Somebody tweeted Distributed transactions in Spring, with and without XA today, and I read it with interest because of my fascination with distributed transactions.
One of the patterns the author left out is how to provide the 2PC-like atomicity for a database and a messaging resource, but without using XA.
This is called “1.5PC” or “one-and-a-half phase commit.”
In a simple application that takes messages from a queue and updates a database, there are four combinations of behavior when things go wrong, two of which are acceptable and two of which are not:
- The message is still on the queue but the database has not been updated, which means the crash happened before the database was updated and the message was removed from the queue. These operations can be safely be reissued. This is considered acceptable.
- The message is no longer on the queue, and the database is updated, which means that both operations completed properly before the crash. This is considered acceptable.
- The message is still on the queue, and the database is updated, a bad scenario that happens when the crash happens after the database is updated but before the message is removed.
- The message is no longer on the queue, and the database hasn’t been updated, a bad scenario which happens when the message is removed from the queue before the database is updated.
Scenarios 3 and 4 are really the same problem – one resource gets updated, but not the other – and can really be considered one problem, with the order of the resource operations reversed.1.5PC requires that the messaging system and the database share a unique identifier. It could be an SequenceID or a TransactionID, but it has to be unique for all time, and the unique identifier does not have to be monotonically increasing (but it helps).
After a crash, the receiver recovers by looking at the head of the message queue, and using the unique identifier to determine if the message was already applied to the database. If the database updated has been applied, the message can be safely removed from the queue.
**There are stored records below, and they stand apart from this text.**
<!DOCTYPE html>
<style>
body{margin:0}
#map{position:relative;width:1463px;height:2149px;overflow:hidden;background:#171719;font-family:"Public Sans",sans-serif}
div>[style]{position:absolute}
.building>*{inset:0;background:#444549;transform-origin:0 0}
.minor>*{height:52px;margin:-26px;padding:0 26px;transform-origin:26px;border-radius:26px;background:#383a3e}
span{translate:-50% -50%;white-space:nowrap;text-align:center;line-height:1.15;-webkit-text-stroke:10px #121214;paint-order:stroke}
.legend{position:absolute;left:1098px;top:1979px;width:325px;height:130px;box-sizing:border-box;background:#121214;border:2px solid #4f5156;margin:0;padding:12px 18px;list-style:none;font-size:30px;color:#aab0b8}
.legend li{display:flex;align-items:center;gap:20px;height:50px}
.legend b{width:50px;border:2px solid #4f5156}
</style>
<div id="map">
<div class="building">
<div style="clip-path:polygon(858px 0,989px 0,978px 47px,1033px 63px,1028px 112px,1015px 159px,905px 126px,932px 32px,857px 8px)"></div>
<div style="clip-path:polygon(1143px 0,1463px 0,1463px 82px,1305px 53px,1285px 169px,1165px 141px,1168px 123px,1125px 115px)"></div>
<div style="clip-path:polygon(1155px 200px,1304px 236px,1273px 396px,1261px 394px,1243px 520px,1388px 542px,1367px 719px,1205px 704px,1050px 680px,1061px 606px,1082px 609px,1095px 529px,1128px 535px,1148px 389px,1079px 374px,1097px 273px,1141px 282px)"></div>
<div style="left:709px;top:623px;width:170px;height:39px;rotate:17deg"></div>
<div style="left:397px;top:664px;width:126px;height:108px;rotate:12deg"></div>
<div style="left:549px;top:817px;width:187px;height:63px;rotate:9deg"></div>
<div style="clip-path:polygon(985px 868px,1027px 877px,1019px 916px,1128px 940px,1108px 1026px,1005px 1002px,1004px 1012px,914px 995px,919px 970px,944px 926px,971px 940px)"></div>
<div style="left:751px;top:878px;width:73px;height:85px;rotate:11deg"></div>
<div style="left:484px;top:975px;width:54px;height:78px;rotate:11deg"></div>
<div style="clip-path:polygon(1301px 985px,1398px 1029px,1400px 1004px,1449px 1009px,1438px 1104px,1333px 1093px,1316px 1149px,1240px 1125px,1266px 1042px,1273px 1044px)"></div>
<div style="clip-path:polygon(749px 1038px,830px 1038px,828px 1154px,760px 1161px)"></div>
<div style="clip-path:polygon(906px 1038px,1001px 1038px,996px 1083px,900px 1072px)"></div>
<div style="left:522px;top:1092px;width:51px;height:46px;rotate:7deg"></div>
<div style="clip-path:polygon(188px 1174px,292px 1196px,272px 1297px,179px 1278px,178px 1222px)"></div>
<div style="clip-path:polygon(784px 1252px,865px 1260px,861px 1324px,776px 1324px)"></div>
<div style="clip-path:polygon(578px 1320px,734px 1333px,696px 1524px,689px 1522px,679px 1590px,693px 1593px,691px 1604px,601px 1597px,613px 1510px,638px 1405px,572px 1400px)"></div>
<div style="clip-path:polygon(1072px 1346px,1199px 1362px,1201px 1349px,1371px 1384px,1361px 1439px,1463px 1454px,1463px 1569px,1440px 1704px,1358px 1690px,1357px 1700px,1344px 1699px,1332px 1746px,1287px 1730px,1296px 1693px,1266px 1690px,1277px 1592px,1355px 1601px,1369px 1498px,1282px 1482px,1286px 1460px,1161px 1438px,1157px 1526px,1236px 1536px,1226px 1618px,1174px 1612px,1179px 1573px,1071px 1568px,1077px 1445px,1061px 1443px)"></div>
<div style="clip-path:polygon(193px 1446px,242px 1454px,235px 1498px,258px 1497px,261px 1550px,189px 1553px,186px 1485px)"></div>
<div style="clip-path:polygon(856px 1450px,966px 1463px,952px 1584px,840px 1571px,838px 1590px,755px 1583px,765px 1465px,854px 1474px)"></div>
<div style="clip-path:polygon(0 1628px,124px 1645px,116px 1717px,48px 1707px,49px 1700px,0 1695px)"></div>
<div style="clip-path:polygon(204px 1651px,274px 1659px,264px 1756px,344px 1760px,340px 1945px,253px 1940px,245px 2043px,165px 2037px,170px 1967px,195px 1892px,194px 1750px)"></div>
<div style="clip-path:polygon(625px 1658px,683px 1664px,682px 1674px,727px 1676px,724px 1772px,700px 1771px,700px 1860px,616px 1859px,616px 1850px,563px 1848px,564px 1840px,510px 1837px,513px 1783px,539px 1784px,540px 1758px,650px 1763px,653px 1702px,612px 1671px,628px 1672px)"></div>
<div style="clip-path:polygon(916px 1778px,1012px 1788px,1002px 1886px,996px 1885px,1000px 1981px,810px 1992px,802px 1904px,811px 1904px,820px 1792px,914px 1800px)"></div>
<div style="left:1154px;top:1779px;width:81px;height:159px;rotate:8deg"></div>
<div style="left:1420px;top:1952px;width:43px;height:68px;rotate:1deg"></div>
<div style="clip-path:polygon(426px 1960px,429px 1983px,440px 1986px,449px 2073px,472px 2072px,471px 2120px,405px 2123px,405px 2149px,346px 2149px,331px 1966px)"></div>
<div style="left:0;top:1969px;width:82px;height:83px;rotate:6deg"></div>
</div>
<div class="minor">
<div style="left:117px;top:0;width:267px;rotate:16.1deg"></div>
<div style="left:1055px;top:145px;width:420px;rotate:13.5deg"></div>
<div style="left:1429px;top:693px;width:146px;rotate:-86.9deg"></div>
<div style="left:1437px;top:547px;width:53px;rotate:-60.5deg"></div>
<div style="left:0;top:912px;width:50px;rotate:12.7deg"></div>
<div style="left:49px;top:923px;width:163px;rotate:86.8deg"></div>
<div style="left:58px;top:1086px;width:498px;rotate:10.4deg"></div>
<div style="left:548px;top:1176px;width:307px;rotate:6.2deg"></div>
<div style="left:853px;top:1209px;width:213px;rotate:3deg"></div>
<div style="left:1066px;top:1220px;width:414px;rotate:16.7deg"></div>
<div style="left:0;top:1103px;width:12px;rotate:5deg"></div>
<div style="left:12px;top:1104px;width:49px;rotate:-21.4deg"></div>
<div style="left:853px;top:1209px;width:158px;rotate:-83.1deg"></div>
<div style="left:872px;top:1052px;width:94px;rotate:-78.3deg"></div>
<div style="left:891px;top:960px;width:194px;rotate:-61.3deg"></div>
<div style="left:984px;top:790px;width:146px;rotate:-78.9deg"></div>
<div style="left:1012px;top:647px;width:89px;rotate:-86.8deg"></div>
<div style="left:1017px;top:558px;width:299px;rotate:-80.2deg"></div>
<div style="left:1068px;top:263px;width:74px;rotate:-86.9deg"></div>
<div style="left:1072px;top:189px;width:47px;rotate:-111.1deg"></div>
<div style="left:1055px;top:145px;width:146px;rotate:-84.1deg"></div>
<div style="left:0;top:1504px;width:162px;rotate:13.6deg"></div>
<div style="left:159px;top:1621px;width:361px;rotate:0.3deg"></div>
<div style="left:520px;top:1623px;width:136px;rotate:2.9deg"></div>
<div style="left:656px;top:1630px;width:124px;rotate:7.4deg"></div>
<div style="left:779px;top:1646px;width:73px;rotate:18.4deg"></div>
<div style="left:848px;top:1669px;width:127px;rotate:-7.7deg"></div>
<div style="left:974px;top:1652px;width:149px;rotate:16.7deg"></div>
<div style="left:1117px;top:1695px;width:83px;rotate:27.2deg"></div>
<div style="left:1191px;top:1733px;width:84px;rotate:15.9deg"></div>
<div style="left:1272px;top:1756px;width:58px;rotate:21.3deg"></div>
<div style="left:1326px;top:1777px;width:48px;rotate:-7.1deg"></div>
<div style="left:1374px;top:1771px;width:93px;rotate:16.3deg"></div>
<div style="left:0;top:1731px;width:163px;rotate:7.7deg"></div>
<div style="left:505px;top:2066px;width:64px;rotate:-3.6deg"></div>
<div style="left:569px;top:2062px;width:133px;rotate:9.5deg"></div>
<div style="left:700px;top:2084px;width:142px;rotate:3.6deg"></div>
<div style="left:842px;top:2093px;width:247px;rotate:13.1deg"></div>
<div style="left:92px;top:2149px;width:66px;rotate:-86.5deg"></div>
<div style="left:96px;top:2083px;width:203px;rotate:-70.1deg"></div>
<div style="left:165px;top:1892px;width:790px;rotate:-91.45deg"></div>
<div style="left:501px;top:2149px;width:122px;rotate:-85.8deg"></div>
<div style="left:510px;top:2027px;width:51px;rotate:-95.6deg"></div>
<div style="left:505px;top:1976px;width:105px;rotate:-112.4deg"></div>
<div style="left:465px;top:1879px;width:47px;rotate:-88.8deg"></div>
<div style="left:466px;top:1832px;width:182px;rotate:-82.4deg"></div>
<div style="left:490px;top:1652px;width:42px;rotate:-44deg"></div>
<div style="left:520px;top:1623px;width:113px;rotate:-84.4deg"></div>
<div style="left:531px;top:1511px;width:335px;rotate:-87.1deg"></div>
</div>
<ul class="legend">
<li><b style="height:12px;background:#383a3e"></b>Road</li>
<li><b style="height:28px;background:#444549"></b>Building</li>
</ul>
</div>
If it has not been applied, the database is updated with the contents of the message, and the message removed from the queue.
If you’re using Mule, you can get the same effect declaratively using its Multi-TX feature (although shame on Mule for the registration wall).
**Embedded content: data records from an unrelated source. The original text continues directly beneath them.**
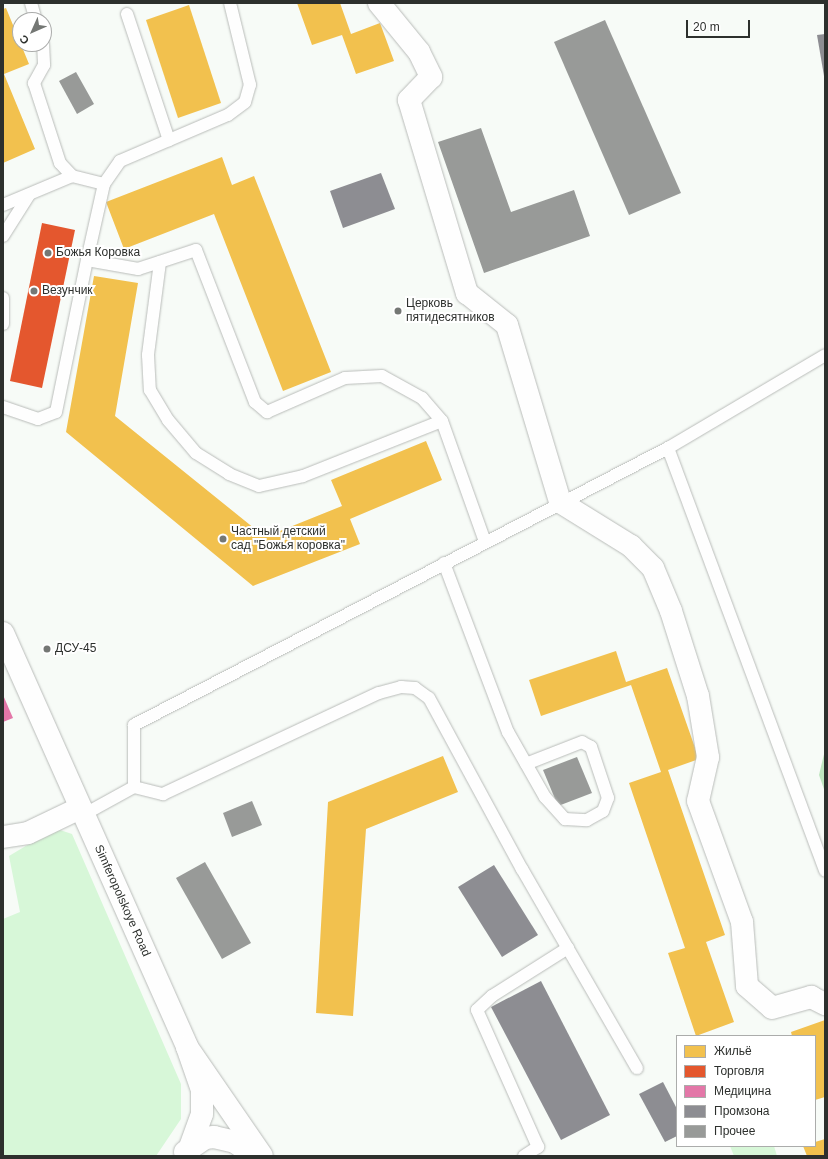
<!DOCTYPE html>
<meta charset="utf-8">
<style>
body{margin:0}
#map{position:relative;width:828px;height:1159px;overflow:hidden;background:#f7fbf7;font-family:Arial,sans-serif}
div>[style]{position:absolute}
.green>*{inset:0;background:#d7f7d8}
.forest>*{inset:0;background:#bee5bf}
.homes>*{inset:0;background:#f2c14e}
.shops>*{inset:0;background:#e4572e}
.health>*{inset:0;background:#e377a8}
.industry>*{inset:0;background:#8d8d92}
.building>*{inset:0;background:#989a98}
.roads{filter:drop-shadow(0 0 1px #b9bcb9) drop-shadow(0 0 1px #b9bcb9)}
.service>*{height:12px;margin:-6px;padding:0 6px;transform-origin:6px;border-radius:6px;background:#fefefe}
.minor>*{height:22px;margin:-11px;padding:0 11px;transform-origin:11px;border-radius:11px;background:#fefefe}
.secondary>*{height:22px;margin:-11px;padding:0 11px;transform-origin:11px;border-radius:11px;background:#fefefe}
.primary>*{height:22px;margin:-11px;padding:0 11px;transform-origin:11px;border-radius:11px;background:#fefefe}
.dots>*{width:11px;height:11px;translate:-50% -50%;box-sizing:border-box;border:2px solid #fff;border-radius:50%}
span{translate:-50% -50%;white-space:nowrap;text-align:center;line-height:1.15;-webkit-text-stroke:4px #fff;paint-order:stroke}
.poi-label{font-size:12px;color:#2d302d}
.left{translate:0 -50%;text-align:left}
.street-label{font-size:12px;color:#2d302d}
.frame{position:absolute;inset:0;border:4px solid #2d302d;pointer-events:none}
.legend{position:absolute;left:676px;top:1035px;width:140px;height:112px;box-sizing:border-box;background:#fff;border:1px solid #abacab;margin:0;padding:5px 7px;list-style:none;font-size:12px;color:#2d302d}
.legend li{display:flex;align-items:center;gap:8px;height:20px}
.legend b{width:20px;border:1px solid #abacab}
.north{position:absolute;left:12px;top:12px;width:40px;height:40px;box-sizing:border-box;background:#fff;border:1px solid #abacab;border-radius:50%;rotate:225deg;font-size:11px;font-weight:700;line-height:16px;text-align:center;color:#2d302d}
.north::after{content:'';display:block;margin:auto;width:14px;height:18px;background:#747774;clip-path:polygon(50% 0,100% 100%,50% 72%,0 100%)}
.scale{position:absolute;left:686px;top:20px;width:64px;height:18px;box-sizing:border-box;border:2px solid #2d302d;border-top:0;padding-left:5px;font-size:12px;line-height:14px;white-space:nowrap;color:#2d302d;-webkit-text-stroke:3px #fff;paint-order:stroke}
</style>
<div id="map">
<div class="green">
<div style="clip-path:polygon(60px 830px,72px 834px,181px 1084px,181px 1119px,156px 1156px,3px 1156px,3px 919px,20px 912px,9px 856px,49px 832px)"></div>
<div style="clip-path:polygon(730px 1146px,774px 1146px,777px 1156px,734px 1156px)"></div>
</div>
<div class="forest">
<div style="clip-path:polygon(825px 750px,825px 792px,819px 775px)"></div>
</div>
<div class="homes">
<div style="clip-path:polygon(297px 3px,340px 3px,351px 34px,380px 23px,394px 61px,356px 74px,342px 35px,312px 45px)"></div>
<div style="clip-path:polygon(189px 5px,221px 103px,178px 118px,146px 20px)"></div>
<div style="clip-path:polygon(6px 8px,29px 64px,4px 74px,35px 149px,3px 163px,3px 9px)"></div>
<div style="clip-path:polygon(222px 157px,232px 185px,254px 176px,331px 372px,283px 391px,214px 214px,124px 249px,106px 202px)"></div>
<div style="clip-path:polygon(94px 276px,138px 283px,115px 416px,265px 537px,342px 506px,331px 480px,426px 441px,442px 480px,350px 519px,360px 544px,253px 586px,66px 432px)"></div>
<div style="clip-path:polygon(616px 651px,626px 682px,667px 668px,699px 759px,668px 770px,725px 935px,706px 942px,734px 1022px,696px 1036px,668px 953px,685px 948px,629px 783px,661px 772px,631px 685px,541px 716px,529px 680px)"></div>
<div style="clip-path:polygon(443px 756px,458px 792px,366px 829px,353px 1016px,316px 1013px,328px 802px)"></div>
<div style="clip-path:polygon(825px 1020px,825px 1097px,815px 1100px,815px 1036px,792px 1036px,791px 1032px)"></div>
<div style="clip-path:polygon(825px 1139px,825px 1156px,807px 1156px,803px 1146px,815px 1146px,815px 1142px)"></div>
</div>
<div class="shops">
<div style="clip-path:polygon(42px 223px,75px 230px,42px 388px,10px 381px)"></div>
</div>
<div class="health">
<div style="clip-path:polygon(3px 695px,13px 718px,3px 722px)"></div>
</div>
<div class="industry">
<div style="clip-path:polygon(825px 34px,825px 76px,824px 76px,817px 35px)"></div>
<div style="clip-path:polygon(381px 173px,395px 209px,343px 228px,330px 191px)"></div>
<div style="clip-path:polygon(494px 865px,538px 935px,502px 957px,458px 887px)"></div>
<div style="clip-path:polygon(541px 981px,610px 1115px,561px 1140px,491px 1007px)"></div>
<div style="clip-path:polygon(663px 1082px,677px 1109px,677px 1136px,665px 1142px,639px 1094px)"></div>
</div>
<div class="building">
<div style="clip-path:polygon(605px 20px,681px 193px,629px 215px,554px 42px)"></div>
<div style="clip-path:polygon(76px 72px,94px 104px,77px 114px,59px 81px)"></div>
<div style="clip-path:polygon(481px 128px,511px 212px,574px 190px,590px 236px,484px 273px,438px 142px)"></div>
<div style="clip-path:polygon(577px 757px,592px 793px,558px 806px,543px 770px)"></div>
<div style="clip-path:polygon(252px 801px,262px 825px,232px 837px,223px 813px)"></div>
<div style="clip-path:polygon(205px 862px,251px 943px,222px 959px,176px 878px)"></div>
</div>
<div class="roads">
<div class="service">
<div style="left:31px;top:3px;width:18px;rotate:74deg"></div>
<div style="left:127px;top:14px;width:133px;rotate:71.6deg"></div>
<div style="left:43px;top:44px;width:21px;rotate:87deg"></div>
<div style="left:44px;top:65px;width:21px;rotate:119deg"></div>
<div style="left:34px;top:83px;width:84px;rotate:72deg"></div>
<div style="left:60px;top:163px;width:18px;rotate:47deg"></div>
<div style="left:72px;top:176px;width:33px;rotate:14deg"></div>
<div style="left:3px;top:205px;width:75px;rotate:-22.8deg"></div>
<div style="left:3px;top:236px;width:49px;rotate:-57.6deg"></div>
<div style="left:87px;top:260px;width:78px;rotate:-77.4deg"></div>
<div style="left:104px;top:184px;width:28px;rotate:-55deg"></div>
<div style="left:120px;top:161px;width:117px;rotate:-23.1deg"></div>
<div style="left:228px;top:115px;width:21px;rotate:-37deg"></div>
<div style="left:245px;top:102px;width:18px;rotate:-74deg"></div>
<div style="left:250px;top:85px;width:84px;rotate:-103.7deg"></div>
<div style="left:160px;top:262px;width:94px;rotate:97.4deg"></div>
<div style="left:148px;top:355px;width:35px;rotate:87deg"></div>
<div style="left:150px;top:390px;width:35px;rotate:59deg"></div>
<div style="left:168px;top:420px;width:43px;rotate:49.7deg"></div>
<div style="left:196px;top:453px;width:39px;rotate:32deg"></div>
<div style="left:229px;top:474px;width:32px;rotate:22deg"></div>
<div style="left:259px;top:486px;width:45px;rotate:-12.8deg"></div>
<div style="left:303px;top:476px;width:149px;rotate:-21.6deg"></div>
<div style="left:3px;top:298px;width:26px;rotate:90deg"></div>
<div style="left:3px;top:407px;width:37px;rotate:19deg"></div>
<div style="left:38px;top:419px;width:19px;rotate:-21deg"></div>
<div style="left:56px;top:412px;width:155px;rotate:-78.5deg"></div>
<div style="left:87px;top:260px;width:52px;rotate:10deg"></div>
<div style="left:138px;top:269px;width:61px;rotate:-18.1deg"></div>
<div style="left:196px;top:250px;width:163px;rotate:68.8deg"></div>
<div style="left:255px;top:402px;width:16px;rotate:40deg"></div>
<div style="left:267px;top:412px;width:85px;rotate:-23.6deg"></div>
<div style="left:345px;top:378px;width:37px;rotate:-3deg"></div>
<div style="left:382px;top:376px;width:46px;rotate:28.8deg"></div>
<div style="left:422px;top:398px;width:30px;rotate:49deg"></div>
<div style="left:442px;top:421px;width:128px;rotate:70.4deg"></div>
<div style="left:668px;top:448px;width:451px;rotate:69.6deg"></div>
<div style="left:444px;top:563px;width:181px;rotate:69.3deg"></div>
<div style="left:508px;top:732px;width:75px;rotate:60.4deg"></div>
<div style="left:545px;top:797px;width:30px;rotate:48deg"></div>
<div style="left:565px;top:819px;width:22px;rotate:3deg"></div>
<div style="left:587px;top:820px;width:18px;rotate:-29deg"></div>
<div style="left:603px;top:811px;width:14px;rotate:-69deg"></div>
<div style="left:608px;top:798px;width:54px;rotate:-108.4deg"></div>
<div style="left:591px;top:747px;width:10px;rotate:-151deg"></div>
<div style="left:582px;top:742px;width:60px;rotate:158.6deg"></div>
<div style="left:134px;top:787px;width:30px;rotate:14deg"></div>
<div style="left:163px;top:794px;width:238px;rotate:-25.1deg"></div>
<div style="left:379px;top:693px;width:23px;rotate:-15deg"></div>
<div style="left:401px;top:687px;width:14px;rotate:4deg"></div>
<div style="left:415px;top:688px;width:17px;rotate:36deg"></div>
<div style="left:429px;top:698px;width:195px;rotate:61.5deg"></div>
<div style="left:522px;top:869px;width:230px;rotate:60deg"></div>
<div style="left:83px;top:815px;width:58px;rotate:-28.8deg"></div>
<div style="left:134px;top:787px;width:62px;rotate:-90deg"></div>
<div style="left:134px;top:725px;width:602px;rotate:-27.42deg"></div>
<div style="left:668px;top:448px;width:182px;rotate:-30.6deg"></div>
<div style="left:524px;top:1156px;width:17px;rotate:-33deg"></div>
<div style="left:538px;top:1147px;width:150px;rotate:-114deg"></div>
<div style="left:477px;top:1010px;width:21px;rotate:-43deg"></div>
<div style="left:492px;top:996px;width:90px;rotate:-32.3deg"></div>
</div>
<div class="minor">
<div style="left:379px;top:3px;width:63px;rotate:50.8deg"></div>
<div style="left:419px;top:52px;width:28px;rotate:64deg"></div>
<div style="left:431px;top:77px;width:32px;rotate:134deg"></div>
<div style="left:409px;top:100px;width:202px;rotate:73.3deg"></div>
<div style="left:467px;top:293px;width:51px;rotate:38.7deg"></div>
<div style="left:507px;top:325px;width:185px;rotate:73.3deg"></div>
<div style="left:560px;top:502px;width:84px;rotate:31.8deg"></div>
<div style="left:631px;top:546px;width:31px;rotate:45deg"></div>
<div style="left:653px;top:568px;width:47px;rotate:67.3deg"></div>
<div style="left:671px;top:611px;width:89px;rotate:72.4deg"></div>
<div style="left:698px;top:696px;width:62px;rotate:80.7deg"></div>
<div style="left:708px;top:757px;width:45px;rotate:102.8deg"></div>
<div style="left:698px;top:801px;width:129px;rotate:70deg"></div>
<div style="left:742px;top:922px;width:64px;rotate:85.5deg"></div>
<div style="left:747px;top:986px;width:33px;rotate:41deg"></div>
<div style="left:772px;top:1008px;width:41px;rotate:-15.8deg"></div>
<div style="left:811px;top:997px;width:16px;rotate:27deg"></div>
<div style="left:3px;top:837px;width:25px;rotate:-9deg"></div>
<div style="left:28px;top:833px;width:58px;rotate:-25.7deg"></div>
</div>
<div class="secondary">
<div style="left:3px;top:633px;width:453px;rotate:66deg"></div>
<div style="left:187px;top:1047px;width:132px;rotate:55.5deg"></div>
</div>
<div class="primary">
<div style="left:187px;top:1047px;width:46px;rotate:70.8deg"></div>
<div style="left:202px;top:1090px;width:24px;rotate:90deg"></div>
<div style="left:202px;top:1114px;width:35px;rotate:110deg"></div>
<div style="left:185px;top:1152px;width:24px;rotate:-35deg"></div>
<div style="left:205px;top:1138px;width:9px;rotate:-6deg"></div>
<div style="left:214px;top:1137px;width:22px;rotate:13deg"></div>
<div style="left:235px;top:1142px;width:24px;rotate:36deg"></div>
</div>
</div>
<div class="dots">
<div style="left:48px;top:253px;background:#747774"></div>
<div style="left:34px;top:291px;background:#747774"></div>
<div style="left:398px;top:311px;background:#747774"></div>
<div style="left:223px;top:539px;background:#747774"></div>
<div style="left:47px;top:649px;background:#747774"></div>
</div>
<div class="poi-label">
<span class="left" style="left:56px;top:253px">Божья Коровка</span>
<span class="left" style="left:42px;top:291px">Везунчик</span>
<span class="left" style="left:406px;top:311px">Церковь<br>пятидесятников</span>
<span class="left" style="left:231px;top:539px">Частный детский<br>сад "Божья коровка"</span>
<span class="left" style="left:55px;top:649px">ДСУ-45</span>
</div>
<div class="street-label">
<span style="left:122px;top:901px;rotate:66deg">Simferopolskoye Road</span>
</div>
<div class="frame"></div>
<ul class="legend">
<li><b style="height:11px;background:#f2c14e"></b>Жильё</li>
<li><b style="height:11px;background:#e4572e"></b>Торговля</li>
<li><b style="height:11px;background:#e377a8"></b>Медицина</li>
<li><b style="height:11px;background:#8d8d92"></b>Промзона</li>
<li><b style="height:11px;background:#989a98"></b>Прочее</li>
</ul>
<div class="north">С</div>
<div class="scale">20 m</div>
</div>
But this is only one half of the equation: it prevents duplicate application of the same message to the database, but it doesn’t prevent the message sender from putting two copies of the same messages on the queue (“dupes”) or failing to put a message on the queue (“gaps”). This can be fixed in the sender with similar coordination between the source database and the message queuing system, which is left as an exercise for the reader.
(Thanks to @RossMason of MuleSoft for providing feedback on an earlier version of this post.)